Tips for Growing Bell Peppers
Bell peppers are a long season plant, so they require patience from gardeners before anything is ready to harvest in late summer, especially if you want red, yellow or orange peppers since green bell peppers are actually immature fruit.
Thankfully though, if you love peppers and want to be able to harvest a large number, each plant is able to produce multiples. Plants do not require a lot of growing space so you can pack a lot into a single bed, or like I said, grow them in pots.
Setting Up Your Garden
Bell peppers like loose, well drained soil, so make sure that the soil in the garden bed or containers is not dense and heavy. Add nutrients to the soil with organic fertilizer or organic compost, that is well mixed in. Because bell peppers are vigorous growers, they need to be in a garden space that is located in full sun for at least eight hours out of the day.
Starting Vegetables
You can start bell peppers as seeds. You need to start your seeds 8-10 weeks before your last frost date. Then bring them out into the garden once all chance of frost has passed. Transplants are easier and can be added to a warm garden bed spaced approx 10-18 inches a part (check your tags) or 1 per square if you’re doing Square Foot Gardening.

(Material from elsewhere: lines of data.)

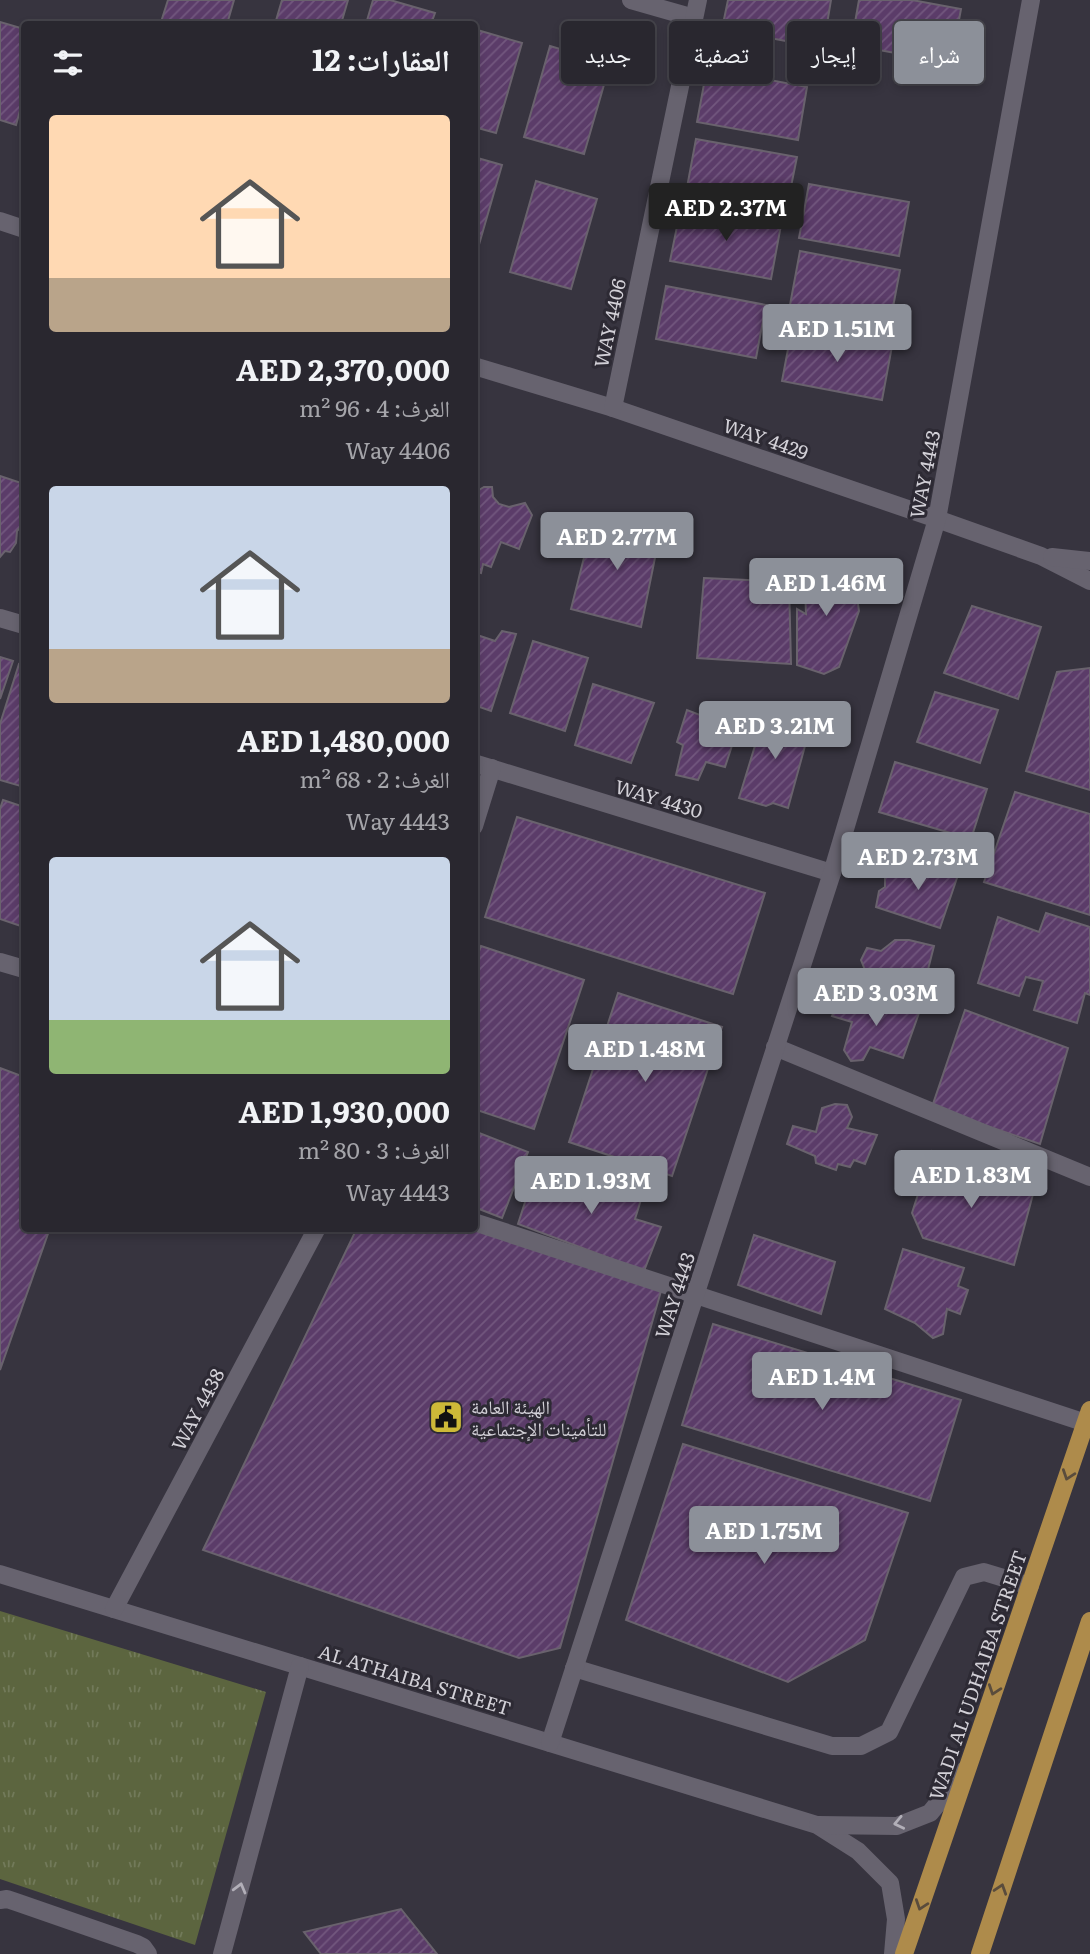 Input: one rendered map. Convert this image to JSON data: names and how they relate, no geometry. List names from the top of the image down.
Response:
{
  "streets": {
    "main road": ["WADI AL UDHAIBA STREET"],
    "street": [
      "WAY 4406",
      "WAY 4429",
      "WAY 4443",
      "WAY 4430",
      "WAY 4438",
      "AL ATHAIBA STREET"
    ]
  },
  "crossings": [
    ["WAY 4406", "WAY 4429"],
    ["WAY 4429", "WAY 4443"],
    ["WAY 4443", "WAY 4430"],
    ["WAY 4443", "AL ATHAIBA STREET"],
    ["WAY 4438", "AL ATHAIBA STREET"],
    ["WADI AL UDHAIBA STREET", "AL ATHAIBA STREET"]
  ],
  "places": {
    "public building": ["الهيئة العامة للتأمينات الإجتماعية"]
  },
  "page": {
    "chip": [
      "شراء",
      "إيجار",
      "تصفية",
      "جديد"
    ],
    "heading": "العقارات: 12",
    "list": [
      {
        "name": "AED 2,370,000",
        "note": "الغرف: 4 · 96 m² · Way 4406"
      },
      {
        "name": "AED 1,480,000",
        "note": "الغرف: 2 · 68 m² · Way 4443"
      },
      {
        "name": "AED 1,930,000",
        "note": "الغرف: 3 · 80 m² · Way 4443"
      }
    ],
    "price": [
      "AED 2.37M",
      "AED 1.51M",
      "AED 2.77M",
      "AED 1.46M",
      "AED 3.21M",
      "AED 2.73M",
      "AED 3.03M",
      "AED 1.48M",
      "AED 1.83M",
      "AED 1.93M",
      "AED 1.4M",
      "AED 1.75M"
    ]
  }
}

Caring and Maintaining Peppers
Bell peppers do not require a lot of oversight before they begin to flower and bear fruit. Water thoroughly and regularly but don’t overwater the plants. Pepper roots do not like to be wet all the time and rotting will occur at the base of plants that are left to grow in soil that is constantly moist. So allow the soil to dry between watering.
Bell peppers are good companions to many other plants but do not plant with the brassica family. I like to plant peppers with tomatoes, basil and eggplants as companions. Support your plants with cages or stakes because they’ll start to bend once they are heavy with fruit.
Harvesting Peppers
Once the peppers begin to flower they will begin to bear fruit. There are always going to be peppers that are ready to begin growing, or are in the middle of growth, so it is important that you carefully remove each fruit from the stem. Use sharp scissors or a knife to cut your peppers off the stem, avoiding damage to the plant. The longer you let a pepper mature the sweeter it will taste.